TO DO: How do the lines below between the ones holding "119C506 188 515" and "333C434 301 472", inclusive, read? Give them again exactly, with no other lines.

Data excerpts:

#####

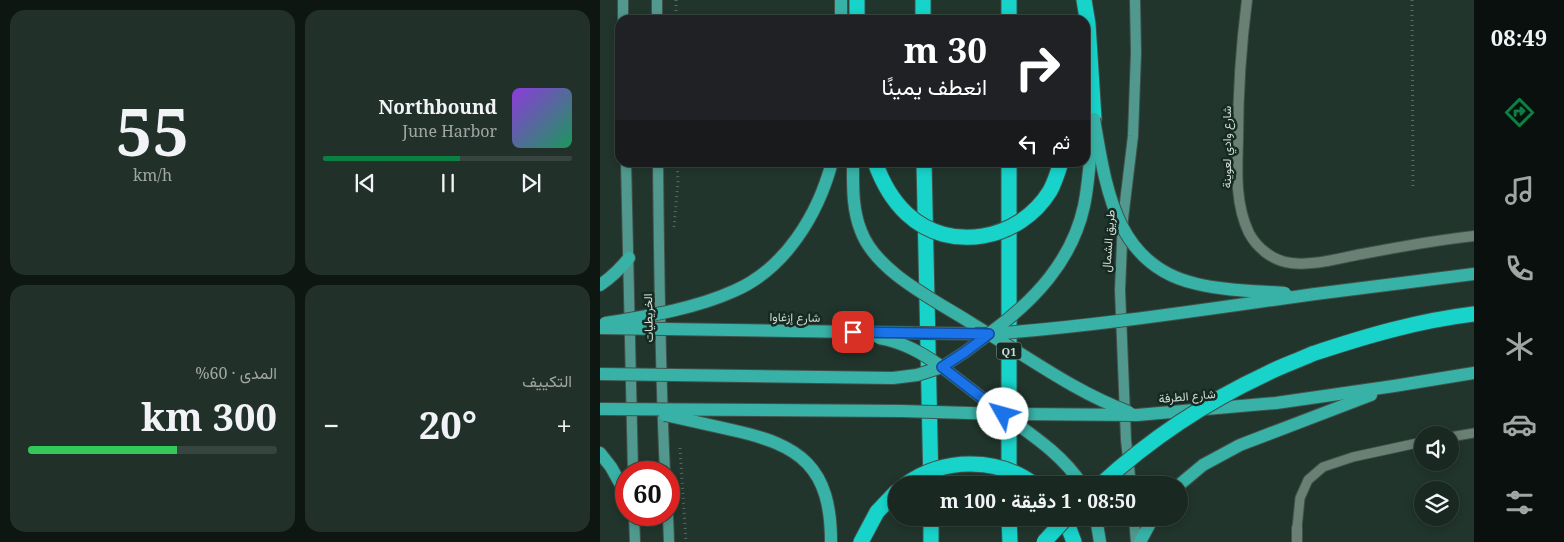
<!DOCTYPE html>
<html lang="ar">
<head>
<meta charset="utf-8">
<style>
  body { margin:0; font-family:"Noto Serif",Vazirmatn,serif; background:#22302a; color:#f1f3f6; direction:rtl; height:100vh; display:flex; flex-direction:column; font-size:19px; white-space:nowrap }
  * { box-sizing:border-box; margin:0 }
  p { font-size:16px; color:#9fa6a5 }
  .icon { flex:none; width:28px; height:28px; fill:none; stroke:currentColor; stroke-width:2; stroke-linecap:round; stroke-linejoin:round }
  .map { position:relative; flex:1; overflow:hidden; direction:ltr }
  .side { display:flex; flex-direction:column; gap:10px; padding:10px; background:#0e1612; width:600px }
  .side>* { flex:none }
  .top-card { position:absolute; left:15px; top:15px; width:475px; height:152px; border-radius:15px; box-shadow:0 2px 8px #0003,0 0 0 1px #37443f; direction:rtl; background:#202124; color:#fff; overflow:hidden }
  .tools { position:absolute; left:814px; top:426px; display:grid; gap:10px }
  .tools a { display:grid; place-items:center; width:45px; height:45px; border-radius:50%; background:#192821; box-shadow:0 2px 8px #0003,0 0 0 1px #37443f; font-size:25px }
  .speed { position:absolute; left:15px; top:461px; display:flex; gap:10px; font-size:25px; font-weight:700; text-align:center }
  .speed>* { display:grid; place-content:center; width:65px; height:65px; border-radius:50%; background:#192821; box-shadow:0 2px 8px #0003,0 0 0 1px #37443f; line-height:1 }
  .speed .limit { border:8px solid #d22; background:#fff; color:#111 }
  .pin { position:absolute; display:grid; place-items:center; width:42px; height:42px; color:#fff; margin:-21px; border-radius:10px; box-shadow:0 2px 8px #0006 }
  .me { position:absolute; width:55px; margin:-28px; rotate:308deg; stroke-linejoin:round; filter:drop-shadow(0 0 4px #0008) }
  .turn { display:flex; align-items:center; gap:18px; height:105px; padding:0 20px; font-size:22px }
  .turn .icon { width:65px; height:65px; stroke-width:2.5 }
  .turn b { display:block; font-size:35px; line-height:42px }
  .then { display:flex; align-items:center; height:48px; padding:0 20px; background:#0003; gap:10px; font-size:19px }
  .big { font-size:38px; font-weight:700; line-height:1.1 }
  .side .widget { flex:1; display:flex; flex-direction:column; justify-content:center; gap:8px; min-width:0; padding:0 18px; border-radius:15px; background:#22302a }
  .side .dial { align-items:center; gap:0 }
  .dial b { font-size:65px; line-height:1 }
  .song { display:flex; align-items:center; gap:15px }
  .cover { width:60px; height:60px; border-radius:8px; background:linear-gradient(135deg,hsl(270 70% 55%),hsl(150 70% 35%)) }
  .played { height:5px; border-radius:2px; background:linear-gradient(90deg,#0b8043 55%,#37443f 55%) }
  .keys { display:flex; justify-content:space-around; direction:ltr }
  .heat { display:flex; justify-content:space-between; align-items:center; font-size:28px; direction:ltr }
  .charge { height:8px; border-radius:4px; background:linear-gradient(90deg,#34c759 60%,#37443f 0) }
  .side .tiles { flex:1; display:grid; gap:10px; grid-template-columns:repeat(2,1fr) }
  .trip { position:absolute; left:288px; top:476px; width:300px; height:50px; border-radius:25px; background:#192821; box-shadow:0 2px 8px #0003,0 0 0 1px #37443f; font-weight:700; line-height:50px; text-align:center; direction:rtl }
  main { display:flex; flex:1; min-height:0 }
  .tab-bar { display:flex; flex-direction:column; width:90px; justify-content:space-around; align-items:center; background:#0a100d; color:#9fa6a5 }
  .tab-bar .icon { width:35px; height:35px }
  .tab-bar .on { color:#0b8043 }
  .tab-bar b { font-size:22px; color:#f1f3f6 }
  .map>svg:first-child { display:block }
</style>
</head>
<body>
<main>
<nav class="tab-bar">
<b>08:49</b>
<svg class="icon on" aria-label="directions" viewBox="0 0 24 24"><path d="M12 3l9 9-9 9-9-9zM9 14v-3h6M13 9l2 2-2 2"/></svg>
<svg class="icon" aria-label="music" viewBox="0 0 24 24"><path d="M9 18V5l10-2v13"/><circle cx="6" cy="18" r="3"/><circle cx="16" cy="16" r="3"/></svg>
<svg class="icon" aria-label="phone" viewBox="0 0 24 24"><path d="M5 4h4l2 5-3 2q2 4 5 5l2-3 5 2v4C11 20 4 13 5 4z"/></svg>
<svg class="icon" aria-label="climate" viewBox="0 0 24 24"><path d="M12 3v18M4 7l16 10M4 17L20 7"/></svg>
<svg class="icon" aria-label="car" viewBox="0 0 24 24"><path d="M5 17H2v-5l4-1 3-4h7l3 4 3 1v5h-3M9 17h6M6 11h13"/><circle cx="7" cy="17" r="2"/><circle cx="17" cy="17" r="2"/></svg>
<svg class="icon" aria-label="filters" viewBox="0 0 24 24"><path d="M4 7h16M4 17h16"/><circle cx="9" cy="7" r="2"/><circle cx="15" cy="17" r="2"/></svg>
</nav>
<div class="map">
<svg width="874" height="542" viewBox="0 0 874 542">
  <rect width="100%" height="100%" fill="#21352c"/>
  <g fill="none" stroke-linecap="round" stroke-linejoin="round">
    <defs>
      <g id="service">
        <path d="M850 437 874 433"/>
        <path d="M697 528 700 498 708 480 723 467 753 457 822 442"/>
      </g>
      <g id="minor">
        <path d="M647 0C641 46 638 93 638 140 637 171 635 204 649 233 657 248 673 261 691 263 714 266 739 258 762 254 799 247 836 240 874 236"/>
        <path d="M697 528V542"/>
      </g>
      <g id="secondary">
        <path d="M23 0V20"/>
        <path d="M57 0V20"/>
        <path d="M26 162 33 472"/>
        <path d="M58 162C59 266 60 369 65 472"/>
        <path d="M531 485 526 440 520 290 523 219 533 136 536 53 535 0"/>
        <path d="M34 515 35 542"/>
        <path d="M68 515 69 542"/>
        <path d="M534 518 536 542"/>
      </g>
      <g id="primary">
        <path d="M241 20V0"/>
        <path d="M0 285C12 277 20 269 29 258"/>
        <path d="M715 294 874 274"/>
        <path d="M371 323 389 334 365 352 342 367 403 414"/>
        <path d="M537 415 676 403 794 386 874 373"/>
        <path d="M0 453 11 467 26 494"/>
        <path d="M579 485 603 465 640 445 771 395"/>
        <path d="M496 518 500 542"/>
        <path d="M540 542 553 518"/>
      </g>
      <g id="motorway">
        <path d="M323 0V20"/>
        <path d="M409 0V20"/>
        <path d="M484 0 488 24 494 119"/>
        <path d="M257 20V0"/>
        <path d="M324 162 331 485"/>
        <path d="M712 354C766 336 817 321 874 314"/>
        <path d="M409 485V162"/>
        <path d="M331 518V542"/>
        <path d="M409 518 410 542"/>
        <path d="M465 518 474 542"/>
        <path d="M261 542 277 512 296 492"/>
      </g>
    </defs>
    <use href="#service" stroke="#40524a" stroke-width="11"/>
    <use href="#minor" stroke="#40524a" stroke-width="12"/>
    <use href="#secondary" stroke="#40524a" stroke-width="12"/>
    <use href="#primary" stroke="#40524a" stroke-width="14"/>
    <use href="#motorway" stroke="#40524a" stroke-width="17"/>
    <g stroke="#596a62" stroke-width="3" stroke-dasharray="1 4" stroke-linecap="butt">
      <path d="M76 0V20"/>
      <path d="M812 0 813 190"/>
      <path d="M74 227 78 182 77 162"/>
      <path d="M80 448 86 542"/>
    </g>
    <use href="#service" stroke="#6a8075" stroke-width="9"/>
    <use href="#minor" stroke="#6a8075" stroke-width="10"/>
    <use href="#secondary" stroke="#51998e" stroke-width="10"/>
    <use href="#primary" stroke="#38b2a7" stroke-width="12"/>
    <use href="#motorway" stroke="#17d3c9" stroke-width="15"/>
    <defs>
      <g id="primary-bridge">
        <path d="M494 119C506 188 515 266 597 284 626 291 656 291 685 293"/>
        <path d="M253 162C253 185 252 209 261 231 276 272 335 300 371 323"/>
        <path d="M5 323C48 316 94 309 134 291 185 269 218 215 232 162"/>
        <path d="M0 328 389 334C499 326 607 309 715 294"/>
        <path d="M390 333C434 301 472 261 484 206 489 182 490 158 492 133"/>
        <path d="M389 334C435 362 478 393 529 412"/>
        <path d="M279 338C303 342 322 353 342 367"/>
        <path d="M0 374 293 378 317 375 342 367"/>
        <path d="M0 409 301 411 403 414 537 415"/>
        <path d="M403 414C432 435 463 455 482 485"/>
        <path d="M65 415C87 420 110 425 132 430 201 445 231 467 231 542"/>
      </g>
      <g id="motorway-bridge">
        <path d="M275 162C282 182 292 200 307 214 350 254 420 240 450 191 455 182 458 172 461 162"/>
        <path d="M305 485C343 457 398 457 435 485"/>
        <path d="M500 485C549 440 606 402 666 374 681 366 697 361 712 354"/>
        <path d="M444 542 466 518"/>
      </g>
    </defs>
    <use href="#primary-bridge" stroke="#40524a" stroke-width="14" stroke-linecap="butt"/>
    <use href="#motorway-bridge" stroke="#40524a" stroke-width="17" stroke-linecap="butt"/>
    <use href="#primary-bridge" stroke="#38b2a7" stroke-width="12"/>
    <use href="#motorway-bridge" stroke="#17d3c9" stroke-width="15"/>
  </g>
  <g fill="none" stroke-linecap="round" stroke-linejoin="round">
    <defs>
      <path id="route" d="M253 332 389 334 365 352 342 367 403 414"/>
    </defs>
    <use href="#route" stroke="#114b97" stroke-width="12"/>
    <use href="#route" stroke="#1a73e8" stroke-width="9"/>
  </g>
  <g text-anchor="middle" dominant-baseline="central" stroke-width="5" stroke-linejoin="round" paint-order="stroke">
    <rect fill="#172a22" stroke="#98a7a0" stroke-width="1" x="396.5" y="342.5" width="25" height="17" rx="4"/>
    <g font-size="11" font-weight="bold" fill="#d0dcd6">
      <text x="409" y="351">Q1</text>
    </g>
    <g font-size="12" fill="#d0dcd6" stroke="#172a22">
      <text transform="translate(626 147) rotate(-90)">شارع وادي لعوينة</text>
      <text transform="translate(508 241) rotate(-86)">طريق الشمال</text>
      <text transform="translate(195 317) rotate(1)">شارع إزغاوا</text>
      <text transform="translate(48 318) rotate(-91)">الخريطيات</text>
      <text transform="translate(587 396) rotate(-5)">شارع الطرفة</text>
    </g>
  </g>
</svg>
<div class="tools">
<a><svg class="icon" aria-label="sound" viewBox="0 0 24 24"><path d="M4 9h4l5-4v14l-5-4H4zM17 9q2 3 0 6"/></svg></a>
<a><svg class="icon" aria-label="layers" viewBox="0 0 24 24"><path d="M12 4l9 5-9 5-9-5zM3 14l9 5 9-5"/></svg></a>
</div>
<div class="speed"><div class="limit">60</div></div>
<div class="pin" style="left:253px;top:332px;background:#d93025"><svg class="icon" aria-label="arrive" viewBox="0 0 24 24"><path d="M6 21V4h12l-3 4 3 4H6"/></svg></div>
<svg class="me" style="left:403px;top:414px" viewBox="-20 -20 40 40"><circle r="19" fill="#fff"/><path d="M0-13L10 11 0 6-10 11z" fill="#1a73e8"/></svg>
<div class="trip">08:50 · 1 دقيقة · 100 m</div>
<div class="top-card">
<div class="turn"><svg class="icon" aria-label="right" viewBox="0 0 24 24"><path d="M7 20v-9h11M14 6l5 5-5 5"/></svg><div><b>30 m</b>انعطف يمينًا</div></div>
<div class="then">ثم<svg class="icon" aria-label="left" viewBox="0 0 24 24"><path d="M17 20v-9H6M10 6l-5 5 5 5"/></svg></div>
</div>
</div>
<section class="side">
<div class="tiles">
<div class="widget">
<div class="song"><i class="cover"></i><div><b>Northbound</b><p>June Harbor</p></div></div>
<div class="played"></div>
<div class="keys"><svg class="icon" aria-label="previous" viewBox="0 0 24 24"><path d="M18 5L8 12l10 7zM5 5v14"/></svg><svg class="icon" aria-label="pause" viewBox="0 0 24 24"><path d="M8 5v14M16 5v14"/></svg><svg class="icon" aria-label="next" viewBox="0 0 24 24"><path d="M6 5l10 7-10 7zM19 5v14"/></svg></div>
</div>
<div class="widget dial"><b>55</b><p>km/h</p></div>
<div class="widget"><p>التكييف</p>
<div class="heat"><a>−</a><b class="big">20°</b><a>+</a></div>
</div>
<div class="widget"><p>المدى · 60%</p><b class="big">300 km</b><div class="charge"></div></div>
</div>
</section>
</main>
</body>
</html>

#####

WRITTEN RESPONSE:
        <path d="M494 119C506 188 515 266 597 284 626 291 656 291 685 293"/>
        <path d="M253 162C253 185 252 209 261 231 276 272 335 300 371 323"/>
        <path d="M5 323C48 316 94 309 134 291 185 269 218 215 232 162"/>
        <path d="M0 328 389 334C499 326 607 309 715 294"/>
        <path d="M390 333C434 301 472 261 484 206 489 182 490 158 492 133"/>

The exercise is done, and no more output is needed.